» **WHAT YOU HAVE TO DO**: Could you reproduce all of the records exactly?

» **DATA SUPPLIED**:
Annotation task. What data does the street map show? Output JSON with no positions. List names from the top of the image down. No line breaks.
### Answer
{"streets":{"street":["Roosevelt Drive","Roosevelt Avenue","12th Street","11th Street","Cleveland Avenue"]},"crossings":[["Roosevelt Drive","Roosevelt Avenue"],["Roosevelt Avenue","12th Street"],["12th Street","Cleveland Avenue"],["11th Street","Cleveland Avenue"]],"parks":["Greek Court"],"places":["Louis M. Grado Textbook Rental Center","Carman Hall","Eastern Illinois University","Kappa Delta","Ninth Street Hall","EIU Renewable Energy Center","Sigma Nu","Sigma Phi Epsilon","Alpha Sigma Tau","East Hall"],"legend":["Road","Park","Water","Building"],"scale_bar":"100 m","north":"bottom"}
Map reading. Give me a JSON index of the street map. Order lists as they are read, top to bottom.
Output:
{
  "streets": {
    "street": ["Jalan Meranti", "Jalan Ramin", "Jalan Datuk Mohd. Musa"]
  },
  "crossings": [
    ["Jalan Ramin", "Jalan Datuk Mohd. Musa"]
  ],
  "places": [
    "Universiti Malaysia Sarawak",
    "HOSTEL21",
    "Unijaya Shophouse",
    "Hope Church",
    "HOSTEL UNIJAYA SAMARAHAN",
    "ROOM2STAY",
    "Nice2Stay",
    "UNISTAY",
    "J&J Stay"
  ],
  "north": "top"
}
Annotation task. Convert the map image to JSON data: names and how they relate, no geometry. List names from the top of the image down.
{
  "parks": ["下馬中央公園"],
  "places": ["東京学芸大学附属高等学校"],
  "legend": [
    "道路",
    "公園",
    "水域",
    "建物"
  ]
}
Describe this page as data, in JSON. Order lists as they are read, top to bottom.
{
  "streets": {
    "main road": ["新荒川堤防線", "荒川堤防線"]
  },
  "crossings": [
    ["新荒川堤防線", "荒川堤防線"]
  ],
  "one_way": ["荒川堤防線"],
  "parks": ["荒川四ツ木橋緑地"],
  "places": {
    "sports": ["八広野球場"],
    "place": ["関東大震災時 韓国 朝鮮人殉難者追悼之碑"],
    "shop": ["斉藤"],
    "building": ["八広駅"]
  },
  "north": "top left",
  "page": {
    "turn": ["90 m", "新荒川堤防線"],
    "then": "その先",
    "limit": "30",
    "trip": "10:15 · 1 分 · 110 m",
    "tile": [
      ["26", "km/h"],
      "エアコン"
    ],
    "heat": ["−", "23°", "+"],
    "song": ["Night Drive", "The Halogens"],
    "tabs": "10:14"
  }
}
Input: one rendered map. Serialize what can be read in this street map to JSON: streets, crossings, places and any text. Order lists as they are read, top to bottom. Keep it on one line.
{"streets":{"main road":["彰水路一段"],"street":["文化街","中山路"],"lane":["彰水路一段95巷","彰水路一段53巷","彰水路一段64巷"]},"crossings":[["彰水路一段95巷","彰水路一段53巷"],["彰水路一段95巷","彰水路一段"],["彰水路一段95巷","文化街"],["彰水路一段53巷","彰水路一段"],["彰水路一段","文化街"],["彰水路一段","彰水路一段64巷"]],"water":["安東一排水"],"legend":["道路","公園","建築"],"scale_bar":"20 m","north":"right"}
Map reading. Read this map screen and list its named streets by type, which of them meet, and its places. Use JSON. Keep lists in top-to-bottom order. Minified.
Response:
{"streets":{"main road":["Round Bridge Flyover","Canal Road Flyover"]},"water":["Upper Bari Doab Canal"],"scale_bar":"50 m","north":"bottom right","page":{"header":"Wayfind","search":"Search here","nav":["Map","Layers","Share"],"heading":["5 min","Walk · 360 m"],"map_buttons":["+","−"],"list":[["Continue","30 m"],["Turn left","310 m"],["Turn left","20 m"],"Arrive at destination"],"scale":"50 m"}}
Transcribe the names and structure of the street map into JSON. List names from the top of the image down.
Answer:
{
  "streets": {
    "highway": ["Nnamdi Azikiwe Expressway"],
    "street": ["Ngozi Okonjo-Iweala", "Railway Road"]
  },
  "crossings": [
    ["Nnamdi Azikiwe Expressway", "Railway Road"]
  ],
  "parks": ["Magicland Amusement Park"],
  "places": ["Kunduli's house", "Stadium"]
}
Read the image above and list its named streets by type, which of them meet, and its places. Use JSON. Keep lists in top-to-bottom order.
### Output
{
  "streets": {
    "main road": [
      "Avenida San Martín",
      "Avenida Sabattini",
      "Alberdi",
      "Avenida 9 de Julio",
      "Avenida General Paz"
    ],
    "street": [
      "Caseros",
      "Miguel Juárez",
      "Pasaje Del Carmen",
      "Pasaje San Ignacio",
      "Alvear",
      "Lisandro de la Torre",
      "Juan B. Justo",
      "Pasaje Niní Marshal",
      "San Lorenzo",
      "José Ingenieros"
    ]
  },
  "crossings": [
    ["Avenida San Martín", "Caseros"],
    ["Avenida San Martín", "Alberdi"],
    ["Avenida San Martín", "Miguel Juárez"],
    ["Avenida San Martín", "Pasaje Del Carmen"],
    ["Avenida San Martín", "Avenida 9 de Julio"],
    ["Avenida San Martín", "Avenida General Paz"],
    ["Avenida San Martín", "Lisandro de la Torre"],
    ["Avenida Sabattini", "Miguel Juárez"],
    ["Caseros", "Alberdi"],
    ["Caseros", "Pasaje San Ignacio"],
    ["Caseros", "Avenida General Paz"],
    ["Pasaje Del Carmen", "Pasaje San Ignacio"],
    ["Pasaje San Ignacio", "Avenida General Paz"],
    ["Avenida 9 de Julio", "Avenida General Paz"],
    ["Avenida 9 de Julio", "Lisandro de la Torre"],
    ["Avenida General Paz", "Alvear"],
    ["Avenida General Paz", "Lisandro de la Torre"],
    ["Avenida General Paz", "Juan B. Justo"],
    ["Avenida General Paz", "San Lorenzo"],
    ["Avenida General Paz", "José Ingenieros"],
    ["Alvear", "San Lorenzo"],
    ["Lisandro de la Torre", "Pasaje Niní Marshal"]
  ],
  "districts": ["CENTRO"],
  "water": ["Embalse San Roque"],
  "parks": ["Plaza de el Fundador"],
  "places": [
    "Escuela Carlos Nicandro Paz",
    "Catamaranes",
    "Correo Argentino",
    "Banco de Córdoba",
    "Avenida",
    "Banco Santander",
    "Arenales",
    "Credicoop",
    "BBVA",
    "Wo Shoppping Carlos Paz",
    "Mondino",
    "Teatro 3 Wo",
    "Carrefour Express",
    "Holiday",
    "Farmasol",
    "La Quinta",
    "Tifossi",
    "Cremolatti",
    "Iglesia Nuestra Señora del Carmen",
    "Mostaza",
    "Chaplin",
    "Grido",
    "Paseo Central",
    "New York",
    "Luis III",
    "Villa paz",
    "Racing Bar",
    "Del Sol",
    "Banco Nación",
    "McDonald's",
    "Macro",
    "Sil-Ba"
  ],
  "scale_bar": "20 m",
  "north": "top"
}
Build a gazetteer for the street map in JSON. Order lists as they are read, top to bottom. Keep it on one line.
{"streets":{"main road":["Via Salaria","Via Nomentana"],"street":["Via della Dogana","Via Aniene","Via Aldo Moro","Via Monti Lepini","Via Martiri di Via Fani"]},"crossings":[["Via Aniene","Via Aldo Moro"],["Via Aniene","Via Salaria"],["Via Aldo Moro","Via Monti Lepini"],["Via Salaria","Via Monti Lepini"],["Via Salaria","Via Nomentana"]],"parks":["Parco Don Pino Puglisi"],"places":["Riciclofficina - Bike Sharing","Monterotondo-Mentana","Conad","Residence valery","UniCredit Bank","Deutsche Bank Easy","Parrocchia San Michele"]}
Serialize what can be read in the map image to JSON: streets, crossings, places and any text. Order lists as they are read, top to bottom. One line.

» **TASK SOLUTION**:
Annotation task. What data does the street map show? Output JSON with no positions. List names from the top of the image down. No line breaks.
### Answer
{"streets":{"street":["Roosevelt Drive","Roosevelt Avenue","12th Street","11th Street","Cleveland Avenue"]},"crossings":[["Roosevelt Drive","Roosevelt Avenue"],["Roosevelt Avenue","12th Street"],["12th Street","Cleveland Avenue"],["11th Street","Cleveland Avenue"]],"parks":["Greek Court"],"places":["Louis M. Grado Textbook Rental Center","Carman Hall","Eastern Illinois University","Kappa Delta","Ninth Street Hall","EIU Renewable Energy Center","Sigma Nu","Sigma Phi Epsilon","Alpha Sigma Tau","East Hall"],"legend":["Road","Park","Water","Building"],"scale_bar":"100 m","north":"bottom"}
Map reading. Give me a JSON index of the street map. Order lists as they are read, top to bottom.
Output:
{
  "streets": {
    "street": ["Jalan Meranti", "Jalan Ramin", "Jalan Datuk Mohd. Musa"]
  },
  "crossings": [
    ["Jalan Ramin", "Jalan Datuk Mohd. Musa"]
  ],
  "places": [
    "Universiti Malaysia Sarawak",
    "HOSTEL21",
    "Unijaya Shophouse",
    "Hope Church",
    "HOSTEL UNIJAYA SAMARAHAN",
    "ROOM2STAY",
    "Nice2Stay",
    "UNISTAY",
    "J&J Stay"
  ],
  "north": "top"
}
Annotation task. Convert the map image to JSON data: names and how they relate, no geometry. List names from the top of the image down.
{
  "parks": ["下馬中央公園"],
  "places": ["東京学芸大学附属高等学校"],
  "legend": [
    "道路",
    "公園",
    "水域",
    "建物"
  ]
}
Describe this page as data, in JSON. Order lists as they are read, top to bottom.
{
  "streets": {
    "main road": ["新荒川堤防線", "荒川堤防線"]
  },
  "crossings": [
    ["新荒川堤防線", "荒川堤防線"]
  ],
  "one_way": ["荒川堤防線"],
  "parks": ["荒川四ツ木橋緑地"],
  "places": {
    "sports": ["八広野球場"],
    "place": ["関東大震災時 韓国 朝鮮人殉難者追悼之碑"],
    "shop": ["斉藤"],
    "building": ["八広駅"]
  },
  "north": "top left",
  "page": {
    "turn": ["90 m", "新荒川堤防線"],
    "then": "その先",
    "limit": "30",
    "trip": "10:15 · 1 分 · 110 m",
    "tile": [
      ["26", "km/h"],
      "エアコン"
    ],
    "heat": ["−", "23°", "+"],
    "song": ["Night Drive", "The Halogens"],
    "tabs": "10:14"
  }
}
Input: one rendered map. Serialize what can be read in this street map to JSON: streets, crossings, places and any text. Order lists as they are read, top to bottom. Keep it on one line.
{"streets":{"main road":["彰水路一段"],"street":["文化街","中山路"],"lane":["彰水路一段95巷","彰水路一段53巷","彰水路一段64巷"]},"crossings":[["彰水路一段95巷","彰水路一段53巷"],["彰水路一段95巷","彰水路一段"],["彰水路一段95巷","文化街"],["彰水路一段53巷","彰水路一段"],["彰水路一段","文化街"],["彰水路一段","彰水路一段64巷"]],"water":["安東一排水"],"legend":["道路","公園","建築"],"scale_bar":"20 m","north":"right"}
Map reading. Read this map screen and list its named streets by type, which of them meet, and its places. Use JSON. Keep lists in top-to-bottom order. Minified.
Response:
{"streets":{"main road":["Round Bridge Flyover","Canal Road Flyover"]},"water":["Upper Bari Doab Canal"],"scale_bar":"50 m","north":"bottom right","page":{"header":"Wayfind","search":"Search here","nav":["Map","Layers","Share"],"heading":["5 min","Walk · 360 m"],"map_buttons":["+","−"],"list":[["Continue","30 m"],["Turn left","310 m"],["Turn left","20 m"],"Arrive at destination"],"scale":"50 m"}}
Transcribe the names and structure of the street map into JSON. List names from the top of the image down.
Answer:
{
  "streets": {
    "highway": ["Nnamdi Azikiwe Expressway"],
    "street": ["Ngozi Okonjo-Iweala", "Railway Road"]
  },
  "crossings": [
    ["Nnamdi Azikiwe Expressway", "Railway Road"]
  ],
  "parks": ["Magicland Amusement Park"],
  "places": ["Kunduli's house", "Stadium"]
}
Read the image above and list its named streets by type, which of them meet, and its places. Use JSON. Keep lists in top-to-bottom order.
### Output
{
  "streets": {
    "main road": [
      "Avenida San Martín",
      "Avenida Sabattini",
      "Alberdi",
      "Avenida 9 de Julio",
      "Avenida General Paz"
    ],
    "street": [
      "Caseros",
      "Miguel Juárez",
      "Pasaje Del Carmen",
      "Pasaje San Ignacio",
      "Alvear",
      "Lisandro de la Torre",
      "Juan B. Justo",
      "Pasaje Niní Marshal",
      "San Lorenzo",
      "José Ingenieros"
    ]
  },
  "crossings": [
    ["Avenida San Martín", "Caseros"],
    ["Avenida San Martín", "Alberdi"],
    ["Avenida San Martín", "Miguel Juárez"],
    ["Avenida San Martín", "Pasaje Del Carmen"],
    ["Avenida San Martín", "Avenida 9 de Julio"],
    ["Avenida San Martín", "Avenida General Paz"],
    ["Avenida San Martín", "Lisandro de la Torre"],
    ["Avenida Sabattini", "Miguel Juárez"],
    ["Caseros", "Alberdi"],
    ["Caseros", "Pasaje San Ignacio"],
    ["Caseros", "Avenida General Paz"],
    ["Pasaje Del Carmen", "Pasaje San Ignacio"],
    ["Pasaje San Ignacio", "Avenida General Paz"],
    ["Avenida 9 de Julio", "Avenida General Paz"],
    ["Avenida 9 de Julio", "Lisandro de la Torre"],
    ["Avenida General Paz", "Alvear"],
    ["Avenida General Paz", "Lisandro de la Torre"],
    ["Avenida General Paz", "Juan B. Justo"],
    ["Avenida General Paz", "San Lorenzo"],
    ["Avenida General Paz", "José Ingenieros"],
    ["Alvear", "San Lorenzo"],
    ["Lisandro de la Torre", "Pasaje Niní Marshal"]
  ],
  "districts": ["CENTRO"],
  "water": ["Embalse San Roque"],
  "parks": ["Plaza de el Fundador"],
  "places": [
    "Escuela Carlos Nicandro Paz",
    "Catamaranes",
    "Correo Argentino",
    "Banco de Córdoba",
    "Avenida",
    "Banco Santander",
    "Arenales",
    "Credicoop",
    "BBVA",
    "Wo Shoppping Carlos Paz",
    "Mondino",
    "Teatro 3 Wo",
    "Carrefour Express",
    "Holiday",
    "Farmasol",
    "La Quinta",
    "Tifossi",
    "Cremolatti",
    "Iglesia Nuestra Señora del Carmen",
    "Mostaza",
    "Chaplin",
    "Grido",
    "Paseo Central",
    "New York",
    "Luis III",
    "Villa paz",
    "Racing Bar",
    "Del Sol",
    "Banco Nación",
    "McDonald's",
    "Macro",
    "Sil-Ba"
  ],
  "scale_bar": "20 m",
  "north": "top"
}
Build a gazetteer for the street map in JSON. Order lists as they are read, top to bottom. Keep it on one line.
{"streets":{"main road":["Via Salaria","Via Nomentana"],"street":["Via della Dogana","Via Aniene","Via Aldo Moro","Via Monti Lepini","Via Martiri di Via Fani"]},"crossings":[["Via Aniene","Via Aldo Moro"],["Via Aniene","Via Salaria"],["Via Aldo Moro","Via Monti Lepini"],["Via Salaria","Via Monti Lepini"],["Via Salaria","Via Nomentana"]],"parks":["Parco Don Pino Puglisi"],"places":["Riciclofficina - Bike Sharing","Monterotondo-Mentana","Conad","Residence valery","UniCredit Bank","Deutsche Bank Easy","Parrocchia San Michele"]}
Serialize what can be read in the map image to JSON: streets, crossings, places and any text. Order lists as they are read, top to bottom. One line.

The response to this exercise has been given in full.